What is being asked »
Give all the data again exactly.

Source data »

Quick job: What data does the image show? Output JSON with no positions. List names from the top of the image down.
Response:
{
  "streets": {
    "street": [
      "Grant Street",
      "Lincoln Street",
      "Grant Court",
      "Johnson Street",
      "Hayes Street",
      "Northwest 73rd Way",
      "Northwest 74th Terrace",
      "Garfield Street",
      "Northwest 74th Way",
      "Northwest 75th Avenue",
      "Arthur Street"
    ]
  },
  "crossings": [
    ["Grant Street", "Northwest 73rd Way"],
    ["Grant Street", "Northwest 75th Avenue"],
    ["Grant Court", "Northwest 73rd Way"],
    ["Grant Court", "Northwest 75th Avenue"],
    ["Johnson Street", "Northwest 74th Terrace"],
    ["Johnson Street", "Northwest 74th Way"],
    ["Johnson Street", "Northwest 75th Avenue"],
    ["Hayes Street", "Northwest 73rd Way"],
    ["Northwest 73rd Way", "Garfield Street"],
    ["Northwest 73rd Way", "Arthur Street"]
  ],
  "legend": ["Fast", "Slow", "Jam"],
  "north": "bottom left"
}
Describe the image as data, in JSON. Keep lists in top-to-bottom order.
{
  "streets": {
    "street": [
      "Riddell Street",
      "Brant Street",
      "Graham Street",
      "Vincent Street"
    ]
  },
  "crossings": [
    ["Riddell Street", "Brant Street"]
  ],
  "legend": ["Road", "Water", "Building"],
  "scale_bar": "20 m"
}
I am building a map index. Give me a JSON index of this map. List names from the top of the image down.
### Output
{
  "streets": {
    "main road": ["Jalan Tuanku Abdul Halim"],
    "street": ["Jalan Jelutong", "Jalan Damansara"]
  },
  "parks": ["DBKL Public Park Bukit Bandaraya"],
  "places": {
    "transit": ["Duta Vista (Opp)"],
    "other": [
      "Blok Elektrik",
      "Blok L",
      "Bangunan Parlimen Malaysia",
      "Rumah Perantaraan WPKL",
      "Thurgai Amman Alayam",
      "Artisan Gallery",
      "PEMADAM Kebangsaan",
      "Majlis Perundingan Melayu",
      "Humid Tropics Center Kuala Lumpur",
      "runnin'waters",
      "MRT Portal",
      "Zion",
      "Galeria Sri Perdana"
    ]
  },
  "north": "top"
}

Expected output »
Quick job: What data does the image show? Output JSON with no positions. List names from the top of the image down.
Response:
{
  "streets": {
    "street": [
      "Grant Street",
      "Lincoln Street",
      "Grant Court",
      "Johnson Street",
      "Hayes Street",
      "Northwest 73rd Way",
      "Northwest 74th Terrace",
      "Garfield Street",
      "Northwest 74th Way",
      "Northwest 75th Avenue",
      "Arthur Street"
    ]
  },
  "crossings": [
    ["Grant Street", "Northwest 73rd Way"],
    ["Grant Street", "Northwest 75th Avenue"],
    ["Grant Court", "Northwest 73rd Way"],
    ["Grant Court", "Northwest 75th Avenue"],
    ["Johnson Street", "Northwest 74th Terrace"],
    ["Johnson Street", "Northwest 74th Way"],
    ["Johnson Street", "Northwest 75th Avenue"],
    ["Hayes Street", "Northwest 73rd Way"],
    ["Northwest 73rd Way", "Garfield Street"],
    ["Northwest 73rd Way", "Arthur Street"]
  ],
  "legend": ["Fast", "Slow", "Jam"],
  "north": "bottom left"
}
Describe the image as data, in JSON. Keep lists in top-to-bottom order.
{
  "streets": {
    "street": [
      "Riddell Street",
      "Brant Street",
      "Graham Street",
      "Vincent Street"
    ]
  },
  "crossings": [
    ["Riddell Street", "Brant Street"]
  ],
  "legend": ["Road", "Water", "Building"],
  "scale_bar": "20 m"
}
I am building a map index. Give me a JSON index of this map. List names from the top of the image down.
### Output
{
  "streets": {
    "main road": ["Jalan Tuanku Abdul Halim"],
    "street": ["Jalan Jelutong", "Jalan Damansara"]
  },
  "parks": ["DBKL Public Park Bukit Bandaraya"],
  "places": {
    "transit": ["Duta Vista (Opp)"],
    "other": [
      "Blok Elektrik",
      "Blok L",
      "Bangunan Parlimen Malaysia",
      "Rumah Perantaraan WPKL",
      "Thurgai Amman Alayam",
      "Artisan Gallery",
      "PEMADAM Kebangsaan",
      "Majlis Perundingan Melayu",
      "Humid Tropics Center Kuala Lumpur",
      "runnin'waters",
      "MRT Portal",
      "Zion",
      "Galeria Sri Perdana"
    ]
  },
  "north": "top"
}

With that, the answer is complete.